Why didn’t the auto bailout save Detroit?

Chrysler Mack I Engine Plant assembly workers Bill Galecki (L), Tony Russo and John Terry (R) listen during a news conference to announce a major financial...
Chrysler Mack I Engine Plant assembly workers Bill Galecki (L), Tony Russo and John Terry (R) listen during a news conference to announce a major financial...
Rebecca Cook/Reuters

The federal government poured $85 billion to prop up General Motors and Chrysler–an infusion of taxpayer money that helped pull America’s auto giants back from the brink.

GM posted record profits in 2011, and Chrysler’s renewed financial health has helped it open new plants and training centers. Meanwhile, auto sales are projected to top 16 million this year, returning to pre-recession levels. ”We refused to let Detroit go bankrupt,” President Obama declared last year.

And yet, this week Detroit declared bankruptcy.

Why is the Motor City still in so much trouble?

Despite the shorthand that we still use, Detroit’s moniker is a historic relic. The region was the birthplace of U.S. auto manufacturing, but its heyday is long since gone: since the 1970s and 80s, the industry has both downsized and shifted to other parts of the country. In 1975, there were some 100,000 jobs in the surrounding Wayne County; now there are only a quarter of those jobs left–and only about 10,000 jobs are in Detroit city. Despite the lingering nostalgia for the Motor City of old, the two Detroits are no longer interchangeable–and they haven’t been for a long time.

“If there’s a center of the gravity for the industry, it’s probably Nashville, Tennessee,” said Mark Zandi, chief economist at Moody’s Analytics.

The city’s economic health is still tied to the fate of the US auto industry, but that’s largely because there are so few other opportunities in a city that’s been in decline for decades.
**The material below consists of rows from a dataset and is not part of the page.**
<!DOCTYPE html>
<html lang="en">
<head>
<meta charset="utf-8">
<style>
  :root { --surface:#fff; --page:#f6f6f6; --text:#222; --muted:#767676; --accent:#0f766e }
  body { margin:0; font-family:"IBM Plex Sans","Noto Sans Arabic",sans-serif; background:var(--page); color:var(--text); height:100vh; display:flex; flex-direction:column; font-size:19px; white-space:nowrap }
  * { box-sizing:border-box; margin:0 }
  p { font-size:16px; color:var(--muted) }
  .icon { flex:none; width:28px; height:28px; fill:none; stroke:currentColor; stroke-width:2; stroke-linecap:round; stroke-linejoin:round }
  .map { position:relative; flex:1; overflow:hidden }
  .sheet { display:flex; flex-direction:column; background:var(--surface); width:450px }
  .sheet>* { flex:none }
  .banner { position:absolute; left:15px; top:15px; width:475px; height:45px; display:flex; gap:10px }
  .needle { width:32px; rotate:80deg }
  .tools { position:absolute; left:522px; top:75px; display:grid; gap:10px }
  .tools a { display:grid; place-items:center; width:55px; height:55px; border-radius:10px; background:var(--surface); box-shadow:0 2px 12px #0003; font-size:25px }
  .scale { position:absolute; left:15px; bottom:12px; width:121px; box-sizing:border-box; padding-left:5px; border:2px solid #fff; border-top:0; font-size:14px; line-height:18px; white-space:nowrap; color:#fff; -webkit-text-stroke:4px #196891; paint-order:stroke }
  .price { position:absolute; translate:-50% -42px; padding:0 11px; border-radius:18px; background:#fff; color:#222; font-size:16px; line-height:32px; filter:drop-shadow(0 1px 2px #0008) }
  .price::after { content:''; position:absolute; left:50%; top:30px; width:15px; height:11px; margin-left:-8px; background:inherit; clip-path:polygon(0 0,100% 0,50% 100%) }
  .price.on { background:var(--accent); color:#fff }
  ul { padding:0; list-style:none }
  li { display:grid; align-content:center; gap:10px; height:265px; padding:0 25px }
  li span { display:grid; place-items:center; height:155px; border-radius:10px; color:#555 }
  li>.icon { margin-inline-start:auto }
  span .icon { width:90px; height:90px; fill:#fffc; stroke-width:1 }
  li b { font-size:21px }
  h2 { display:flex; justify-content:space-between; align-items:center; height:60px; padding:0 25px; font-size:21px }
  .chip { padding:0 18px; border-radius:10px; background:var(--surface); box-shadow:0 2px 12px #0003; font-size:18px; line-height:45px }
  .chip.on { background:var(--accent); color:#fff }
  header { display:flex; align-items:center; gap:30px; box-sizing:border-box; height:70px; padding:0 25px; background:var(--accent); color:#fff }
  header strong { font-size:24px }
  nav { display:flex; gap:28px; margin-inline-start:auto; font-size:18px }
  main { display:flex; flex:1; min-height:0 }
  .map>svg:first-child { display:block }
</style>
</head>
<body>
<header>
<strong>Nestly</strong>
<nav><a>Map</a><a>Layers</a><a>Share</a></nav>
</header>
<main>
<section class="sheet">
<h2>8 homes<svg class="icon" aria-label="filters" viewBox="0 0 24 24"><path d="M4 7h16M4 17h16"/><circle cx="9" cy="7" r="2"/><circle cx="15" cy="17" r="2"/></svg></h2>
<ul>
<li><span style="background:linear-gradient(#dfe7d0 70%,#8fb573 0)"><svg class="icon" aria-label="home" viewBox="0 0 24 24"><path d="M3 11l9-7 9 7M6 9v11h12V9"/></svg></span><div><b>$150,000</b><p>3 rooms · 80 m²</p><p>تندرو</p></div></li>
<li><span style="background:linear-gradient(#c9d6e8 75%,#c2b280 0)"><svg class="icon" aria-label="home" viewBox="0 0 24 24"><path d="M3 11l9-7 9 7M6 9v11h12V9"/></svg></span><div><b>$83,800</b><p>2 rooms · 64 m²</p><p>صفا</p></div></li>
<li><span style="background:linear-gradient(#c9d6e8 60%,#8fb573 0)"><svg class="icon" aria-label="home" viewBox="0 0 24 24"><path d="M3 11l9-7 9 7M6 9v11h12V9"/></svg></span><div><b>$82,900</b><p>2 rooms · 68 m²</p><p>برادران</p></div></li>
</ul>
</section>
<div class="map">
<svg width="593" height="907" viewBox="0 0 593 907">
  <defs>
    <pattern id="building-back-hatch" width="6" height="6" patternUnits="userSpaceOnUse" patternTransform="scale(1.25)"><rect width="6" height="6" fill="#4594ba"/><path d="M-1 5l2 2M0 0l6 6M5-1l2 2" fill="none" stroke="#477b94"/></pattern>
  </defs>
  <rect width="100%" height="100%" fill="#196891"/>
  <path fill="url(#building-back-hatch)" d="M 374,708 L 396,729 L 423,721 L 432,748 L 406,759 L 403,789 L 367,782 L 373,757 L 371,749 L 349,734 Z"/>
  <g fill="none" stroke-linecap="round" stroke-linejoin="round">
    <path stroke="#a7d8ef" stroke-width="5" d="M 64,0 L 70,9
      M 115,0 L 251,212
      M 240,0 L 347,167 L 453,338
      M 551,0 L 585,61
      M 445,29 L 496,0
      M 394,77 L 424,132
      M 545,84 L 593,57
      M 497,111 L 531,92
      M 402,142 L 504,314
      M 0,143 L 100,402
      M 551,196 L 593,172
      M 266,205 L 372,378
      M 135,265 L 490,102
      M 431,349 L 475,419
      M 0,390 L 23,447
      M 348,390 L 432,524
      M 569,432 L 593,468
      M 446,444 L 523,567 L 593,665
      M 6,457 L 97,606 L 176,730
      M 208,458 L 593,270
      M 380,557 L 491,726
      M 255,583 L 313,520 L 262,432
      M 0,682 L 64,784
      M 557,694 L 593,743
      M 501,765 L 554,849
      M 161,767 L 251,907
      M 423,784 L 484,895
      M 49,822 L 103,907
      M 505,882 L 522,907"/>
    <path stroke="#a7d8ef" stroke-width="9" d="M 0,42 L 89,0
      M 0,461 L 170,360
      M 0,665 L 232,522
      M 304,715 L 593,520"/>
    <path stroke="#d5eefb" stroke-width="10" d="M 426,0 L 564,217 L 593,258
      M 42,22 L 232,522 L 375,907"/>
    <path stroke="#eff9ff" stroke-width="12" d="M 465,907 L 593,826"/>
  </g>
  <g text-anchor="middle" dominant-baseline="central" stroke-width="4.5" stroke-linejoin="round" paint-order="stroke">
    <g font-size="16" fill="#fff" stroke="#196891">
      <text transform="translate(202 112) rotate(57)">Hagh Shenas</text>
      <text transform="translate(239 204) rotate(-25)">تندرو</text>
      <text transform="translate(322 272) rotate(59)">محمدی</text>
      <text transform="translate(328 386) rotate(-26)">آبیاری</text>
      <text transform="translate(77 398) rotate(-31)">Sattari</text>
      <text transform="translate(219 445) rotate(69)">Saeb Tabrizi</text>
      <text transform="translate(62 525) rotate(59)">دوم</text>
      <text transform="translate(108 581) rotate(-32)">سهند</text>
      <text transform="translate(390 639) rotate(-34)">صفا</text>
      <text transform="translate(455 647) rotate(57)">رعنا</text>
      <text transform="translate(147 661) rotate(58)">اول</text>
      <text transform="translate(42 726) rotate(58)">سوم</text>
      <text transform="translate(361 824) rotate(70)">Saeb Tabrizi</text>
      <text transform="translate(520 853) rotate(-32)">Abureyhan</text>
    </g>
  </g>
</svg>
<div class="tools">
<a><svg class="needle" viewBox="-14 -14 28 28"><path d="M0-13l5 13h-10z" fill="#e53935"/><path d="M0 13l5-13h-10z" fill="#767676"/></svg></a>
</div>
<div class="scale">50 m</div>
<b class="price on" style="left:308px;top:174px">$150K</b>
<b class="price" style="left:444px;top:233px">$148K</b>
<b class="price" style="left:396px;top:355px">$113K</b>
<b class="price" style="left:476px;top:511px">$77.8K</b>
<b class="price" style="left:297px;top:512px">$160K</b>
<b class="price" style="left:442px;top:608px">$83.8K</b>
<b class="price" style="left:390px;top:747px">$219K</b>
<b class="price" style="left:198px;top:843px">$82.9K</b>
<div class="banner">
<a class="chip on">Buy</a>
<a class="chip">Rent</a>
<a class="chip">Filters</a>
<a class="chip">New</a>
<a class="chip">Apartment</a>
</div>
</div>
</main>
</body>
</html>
The 2009 bailout helped save the few outposts of the industry that remain in the city–two manufacturing plants and General Motors’ world headquarters. “If there wasn’t any bailout, those three institutions would be gone–about 5,000 assembly jobs and about 2,300 headquarters jobs,” said Sean McAlinden, chief economist at the Center for Automotive Research.

Altogether, the total job loss in Detroit city would have been about 30,000 if the car giants failed, McAlinden adds, including the secondary businesses that rely on the auto industry. “The bailout helped the city sidestep a potential employment and tax disaster, ” concludes Matt Fabian, managing director of Municipal Market Advisors. “Detroit might have needed to file bankruptcy two years ago rather than now.”

But while the auto bailout helped forestall Detroit’s demise, it wasn’t enough to remedy the city’s serious fiscal problems: the city never developed any real alternatives to create jobs aside from the auto industry, prompting residents to flee as opportunities disappeared and eroding the city’s revenue base.

Even those who hold Detroit’s few remaining auto jobs largely live in the suburbs, given the deteriorating quality of life, which has only accelerated the city’s decline. “They aren’t paying property taxes and they don’t shop in Detroit. You can’t force people to live there as a result of the bailout,” said McAlinden, who adds that the city government also fell short in adapting to Detroit’s Brave New World.

What would an actual bailout of Detroit city look like? Basically, the state or even the federal government could take steps to shore up the city’s revenue base and spur job creation to stop the bleeding. The government could relocate public jobs to Detroit to anchor development, for instance, or redirect part of the sales tax to the city’s coffers, says Fabian. “The state needs to step up and ensure that Detroit doesn’t lose business and growth it already has right now – to reassure companies there now that things won’t get any worse.”

But the prevailing perception that the government has already “bailed out Detroit” may make that an even harder political sell.